> **WHAT THE EXERCISE ASKS**
Lines below that hold the word "river" must be copied in full.

[Data records]
══════════════════════════════

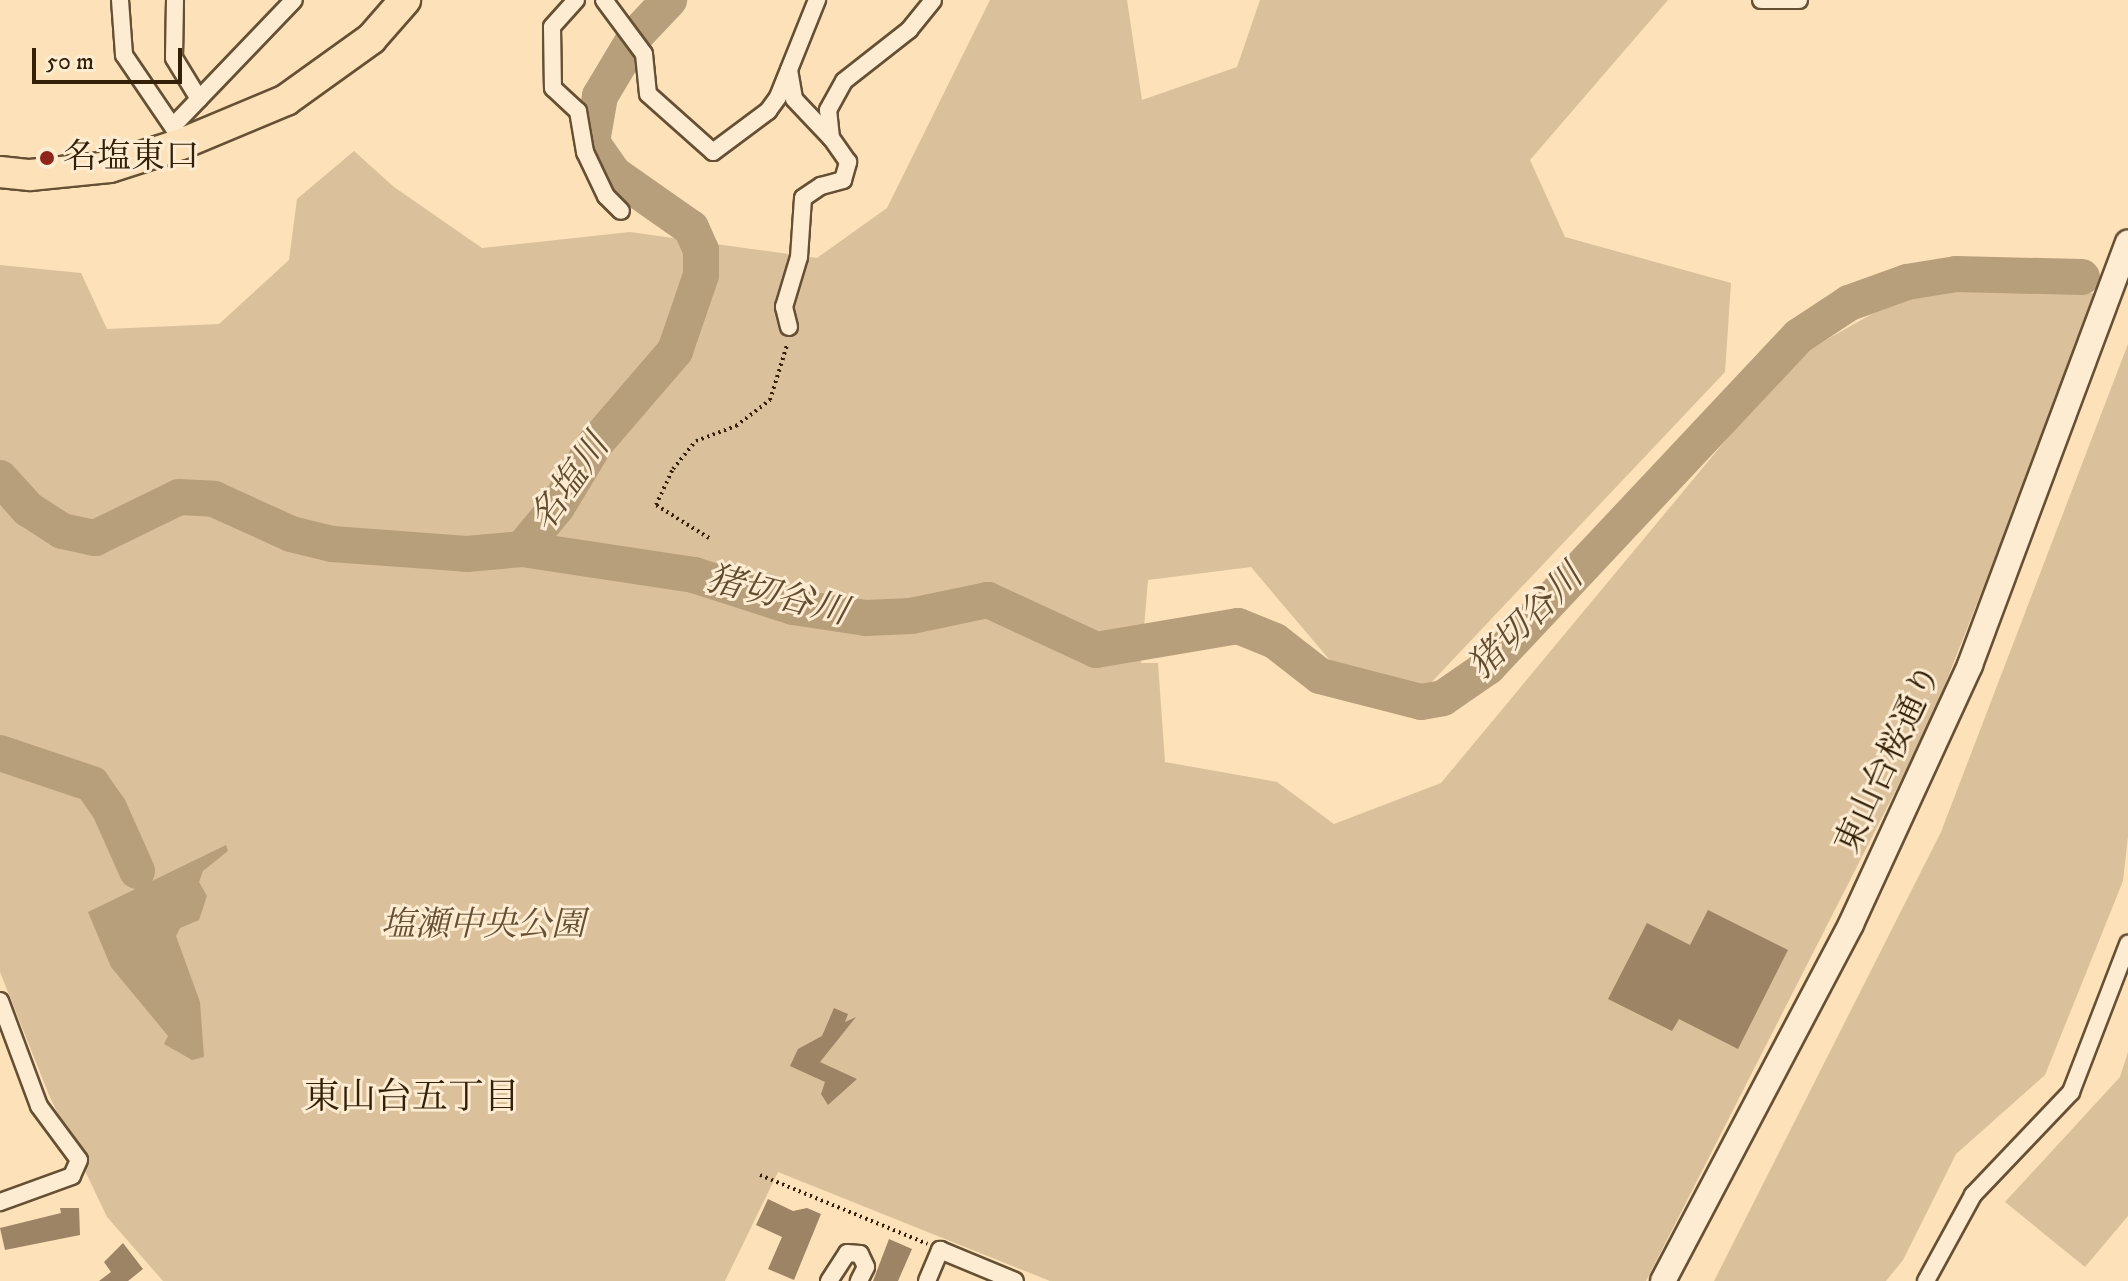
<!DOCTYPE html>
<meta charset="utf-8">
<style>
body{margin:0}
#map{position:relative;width:2128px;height:1281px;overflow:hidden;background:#fce1b9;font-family:"IM FELL DW Pica","Noto Serif JP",serif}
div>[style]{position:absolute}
.green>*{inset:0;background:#dac09b}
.water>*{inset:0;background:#b89f7c}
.river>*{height:36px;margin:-18px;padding:0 18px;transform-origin:18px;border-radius:18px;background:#b89f7c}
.building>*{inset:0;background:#9c8464}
.path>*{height:4px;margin-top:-2px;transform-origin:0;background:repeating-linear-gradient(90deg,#342007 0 2px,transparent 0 6px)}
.roads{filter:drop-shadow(2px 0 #665034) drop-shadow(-2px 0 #665034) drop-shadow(0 2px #665034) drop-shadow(0 -2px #665034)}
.street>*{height:16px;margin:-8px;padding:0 8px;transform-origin:8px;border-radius:8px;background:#fdecd2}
.secondary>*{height:24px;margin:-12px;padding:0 12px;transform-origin:12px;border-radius:12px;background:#fdecd2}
.highway>*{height:30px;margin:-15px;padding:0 15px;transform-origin:15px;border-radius:15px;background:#fce1b9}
.dots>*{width:22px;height:22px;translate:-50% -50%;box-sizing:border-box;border:4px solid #fdecd2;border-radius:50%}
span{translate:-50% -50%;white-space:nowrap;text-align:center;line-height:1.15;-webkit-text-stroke:6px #fdecd2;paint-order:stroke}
.poi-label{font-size:34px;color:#342007}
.left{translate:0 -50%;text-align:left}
.street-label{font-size:34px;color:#342007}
.park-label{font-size:34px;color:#665033;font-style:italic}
.water-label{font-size:36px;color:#624c30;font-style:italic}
.neighbourhood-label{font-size:36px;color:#342007}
.scale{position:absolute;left:32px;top:48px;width:150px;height:36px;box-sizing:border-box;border:4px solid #342007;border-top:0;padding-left:10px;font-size:24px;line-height:28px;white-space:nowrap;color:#342007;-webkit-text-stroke:6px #fdecd2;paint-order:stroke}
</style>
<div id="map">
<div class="green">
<div style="clip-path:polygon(990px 0,1127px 0,1142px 100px,1237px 67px,1260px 0,1668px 0,1530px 160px,1565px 237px,1731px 283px,1725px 372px,1426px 688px,1334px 665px,1251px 567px,1148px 580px,1141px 663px,1158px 663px,1165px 762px,1277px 782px,1334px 824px,1441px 783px,1794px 358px,1895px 301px,2014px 282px,2099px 294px,1929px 725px,1646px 1281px,1050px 1281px,778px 1172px,725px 1281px,163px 1281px,107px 1217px,49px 1095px,0 972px,0 265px,81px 273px,107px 329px,219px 324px,289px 260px,297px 199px,354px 151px,394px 187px,482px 248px,630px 232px,817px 258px,887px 208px)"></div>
<div style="clip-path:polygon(2128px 344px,2128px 836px,2123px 881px,2045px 1075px,1956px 1154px,1903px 1260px,1886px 1281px,1714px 1281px,1941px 832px)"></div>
<div style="clip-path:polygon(2128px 1052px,2128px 1216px,2085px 1267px,2005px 1202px,2120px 1077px)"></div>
</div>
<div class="water">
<div style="clip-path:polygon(226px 845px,228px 851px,203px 871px,199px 882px,207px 896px,199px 920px,180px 928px,176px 936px,200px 1002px,204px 1057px,192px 1060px,164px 1044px,168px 1036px,111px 967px,88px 912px)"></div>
</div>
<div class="river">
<div style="left:0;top:478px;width:42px;rotate:47.9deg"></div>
<div style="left:28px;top:509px;width:40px;rotate:32.9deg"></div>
<div style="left:62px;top:531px;width:34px;rotate:12deg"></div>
<div style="left:95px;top:538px;width:93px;rotate:-26deg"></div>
<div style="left:179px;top:497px;width:35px;rotate:3deg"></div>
<div style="left:214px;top:499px;width:85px;rotate:24.4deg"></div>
<div style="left:291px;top:534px;width:42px;rotate:13.7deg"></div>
<div style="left:332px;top:544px;width:135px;rotate:4.2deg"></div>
<div style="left:467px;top:554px;width:55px;rotate:-5.2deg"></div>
<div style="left:522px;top:549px;width:174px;rotate:8.6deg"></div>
<div style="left:694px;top:575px;width:104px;rotate:17.9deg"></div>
<div style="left:793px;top:607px;width:74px;rotate:8.6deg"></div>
<div style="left:866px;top:618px;width:45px;rotate:-2.5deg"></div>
<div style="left:911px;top:616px;width:79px;rotate:-11.7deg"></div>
<div style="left:988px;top:600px;width:119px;rotate:24.8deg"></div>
<div style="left:1096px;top:650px;width:144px;rotate:-9.6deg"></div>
<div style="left:1238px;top:626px;width:40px;rotate:22deg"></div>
<div style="left:1275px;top:641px;width:57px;rotate:37.9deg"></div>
<div style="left:1320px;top:676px;width:104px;rotate:14.4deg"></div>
<div style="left:1421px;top:702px;width:22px;rotate:-10deg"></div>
<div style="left:1443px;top:698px;width:55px;rotate:-34.6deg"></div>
<div style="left:1488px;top:667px;width:454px;rotate:-46.8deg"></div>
<div style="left:1799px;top:336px;width:60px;rotate:-33.4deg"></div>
<div style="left:1849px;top:303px;width:62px;rotate:-19.9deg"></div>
<div style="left:1907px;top:282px;width:50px;rotate:-9.3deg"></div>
<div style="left:1956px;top:274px;width:126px;rotate:1.4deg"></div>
<div style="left:522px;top:549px;width:55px;rotate:-50.2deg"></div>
<div style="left:557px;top:507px;width:74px;rotate:-58.9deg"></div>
<div style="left:595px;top:444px;width:123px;rotate:-49.3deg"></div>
<div style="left:675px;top:351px;width:80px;rotate:-71.1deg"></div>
<div style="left:701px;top:275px;width:25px;rotate:-90deg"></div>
<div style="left:701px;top:250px;width:24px;rotate:-114deg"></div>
<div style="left:691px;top:228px;width:94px;rotate:-145deg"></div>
<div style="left:614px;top:174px;width:39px;rotate:-125deg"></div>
<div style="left:592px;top:142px;width:47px;rotate:-80.1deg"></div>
<div style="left:600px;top:96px;width:72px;rotate:-59.2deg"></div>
<div style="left:637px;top:34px;width:47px;rotate:-46.7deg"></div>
<div style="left:0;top:753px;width:97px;rotate:18.6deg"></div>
<div style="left:92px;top:784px;width:29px;rotate:55deg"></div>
<div style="left:109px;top:808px;width:69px;rotate:66deg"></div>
</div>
<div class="building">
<div style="clip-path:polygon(1708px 910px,1788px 950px,1738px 1049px,1679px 1019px,1672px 1031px,1608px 999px,1647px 923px,1690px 945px)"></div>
<div style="clip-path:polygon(834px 1008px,848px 1014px,845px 1022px,856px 1017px,820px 1062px,857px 1079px,828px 1105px,821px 1094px,825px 1082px,790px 1066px,798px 1049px,822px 1036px)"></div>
<div style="clip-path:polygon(768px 1199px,793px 1211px,807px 1208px,821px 1214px,794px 1280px,768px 1269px,782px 1237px,756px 1225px)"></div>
<div style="clip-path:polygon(60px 1208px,79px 1208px,80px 1235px,5px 1250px,0 1228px,61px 1213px)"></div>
<div style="clip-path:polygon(889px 1239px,912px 1249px,898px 1281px,873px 1281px)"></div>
<div style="clip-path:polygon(123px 1243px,143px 1269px,128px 1281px,99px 1281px,111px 1272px,104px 1262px)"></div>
</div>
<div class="path">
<div style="left:709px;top:538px;width:62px;rotate:-148.1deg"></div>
<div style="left:656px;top:505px;width:40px;rotate:-65deg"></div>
<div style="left:673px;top:469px;width:36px;rotate:-51deg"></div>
<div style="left:696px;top:441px;width:43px;rotate:-20.6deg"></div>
<div style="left:736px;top:426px;width:43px;rotate:-37.4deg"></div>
<div style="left:770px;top:400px;width:58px;rotate:-72.8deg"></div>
<div style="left:760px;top:1175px;width:181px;rotate:22.4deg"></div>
</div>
<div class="roads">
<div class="street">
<div style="left:120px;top:0;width:55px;rotate:85.8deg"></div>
<div style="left:124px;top:55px;width:94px;rotate:55.8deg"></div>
<div style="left:175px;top:0;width:58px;rotate:91deg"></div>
<div style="left:174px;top:58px;width:48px;rotate:58.6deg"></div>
<div style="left:576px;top:0;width:36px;rotate:132deg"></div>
<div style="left:552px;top:27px;width:61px;rotate:89.1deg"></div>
<div style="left:553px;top:88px;width:34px;rotate:43deg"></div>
<div style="left:578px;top:111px;width:42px;rotate:80.3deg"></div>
<div style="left:585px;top:152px;width:49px;rotate:64.5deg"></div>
<div style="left:606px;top:196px;width:21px;rotate:45deg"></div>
<div style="left:604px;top:0;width:67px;rotate:53.5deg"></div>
<div style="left:644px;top:54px;width:40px;rotate:84.3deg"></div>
<div style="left:648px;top:94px;width:87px;rotate:41.7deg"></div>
<div style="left:713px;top:152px;width:69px;rotate:-36.7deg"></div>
<div style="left:768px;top:111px;width:17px;rotate:-54deg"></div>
<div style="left:778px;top:97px;width:105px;rotate:-68.1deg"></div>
<div style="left:1761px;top:0;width:38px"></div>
<div style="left:789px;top:70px;width:29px;rotate:80deg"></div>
<div style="left:794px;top:99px;width:54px;rotate:46.5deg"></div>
<div style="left:174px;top:125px;width:173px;rotate:-46.2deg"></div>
<div style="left:789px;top:327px;width:21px;rotate:-104deg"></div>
<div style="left:784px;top:307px;width:52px;rotate:-73.3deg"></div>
<div style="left:799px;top:257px;width:59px;rotate:-86.1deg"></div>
<div style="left:803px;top:198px;width:22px;rotate:-34deg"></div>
<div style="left:821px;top:186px;width:23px;rotate:-15deg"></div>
<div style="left:843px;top:180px;width:19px;rotate:-74deg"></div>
<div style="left:848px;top:162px;width:29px;rotate:-125deg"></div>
<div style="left:831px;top:138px;width:28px;rotate:-96deg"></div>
<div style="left:828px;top:110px;width:33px;rotate:-61deg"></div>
<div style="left:844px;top:81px;width:83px;rotate:-38.1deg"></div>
<div style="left:909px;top:30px;width:38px;rotate:-51deg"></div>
<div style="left:0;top:1001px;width:112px;rotate:69.6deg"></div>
<div style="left:39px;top:1106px;width:67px;rotate:53.5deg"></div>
<div style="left:79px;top:1160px;width:17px;rotate:114deg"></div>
<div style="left:72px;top:1176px;width:77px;rotate:160.1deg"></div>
<div style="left:829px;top:1281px;width:33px;rotate:-57deg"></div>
<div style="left:847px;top:1253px;width:13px;rotate:4deg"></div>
<div style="left:860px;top:1254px;width:14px;rotate:65deg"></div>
<div style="left:866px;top:1267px;width:16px;rotate:117deg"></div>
<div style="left:927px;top:1281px;width:34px;rotate:-67deg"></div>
<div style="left:940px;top:1250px;width:81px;rotate:22.5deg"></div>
<div style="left:1926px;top:1281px;width:98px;rotate:-61.3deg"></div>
<div style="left:1973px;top:1195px;width:142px;rotate:-46.4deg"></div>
<div style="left:2071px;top:1092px;width:159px;rotate:-68.9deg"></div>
</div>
<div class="secondary">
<div style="left:1663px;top:1281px;width:403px;rotate:-62.2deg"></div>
<div style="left:1851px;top:924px;width:285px;rotate:-65.3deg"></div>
<div style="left:1970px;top:665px;width:451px;rotate:-69.5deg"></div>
</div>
<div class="highway">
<div style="left:0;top:172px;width:30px;rotate:6deg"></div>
<div style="left:30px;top:175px;width:80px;rotate:-5.7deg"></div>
<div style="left:110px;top:167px;width:75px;rotate:-17.9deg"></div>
<div style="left:181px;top:144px;width:114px;rotate:-22.7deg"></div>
<div style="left:286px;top:100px;width:105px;rotate:-35.7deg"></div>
<div style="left:371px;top:39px;width:52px;rotate:-48.9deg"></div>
</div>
</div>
<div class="dots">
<div style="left:47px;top:158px;background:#8f2418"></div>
</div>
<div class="poi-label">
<span class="left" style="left:63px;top:158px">名塩東口</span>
</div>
<div class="street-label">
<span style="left:1889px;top:759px;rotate:-65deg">東山台桜通り</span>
</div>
<div class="park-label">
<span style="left:483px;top:926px">塩瀬中央公園</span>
</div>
<div class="water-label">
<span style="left:570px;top:483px;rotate:-55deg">名塩川</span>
<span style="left:777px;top:596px;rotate:14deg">猪切谷川</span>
<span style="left:1526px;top:622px;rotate:-45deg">猪切谷川</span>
</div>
<div class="neighbourhood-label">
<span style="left:412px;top:1098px">東山台五丁目</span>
</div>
<div class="scale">50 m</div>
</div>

══════════════════════════════

> **EXERCISE RESPONSE**
.river>*{height:36px;margin:-18px;padding:0 18px;transform-origin:18px;border-radius:18px;background:#b89f7c}
<div class="river">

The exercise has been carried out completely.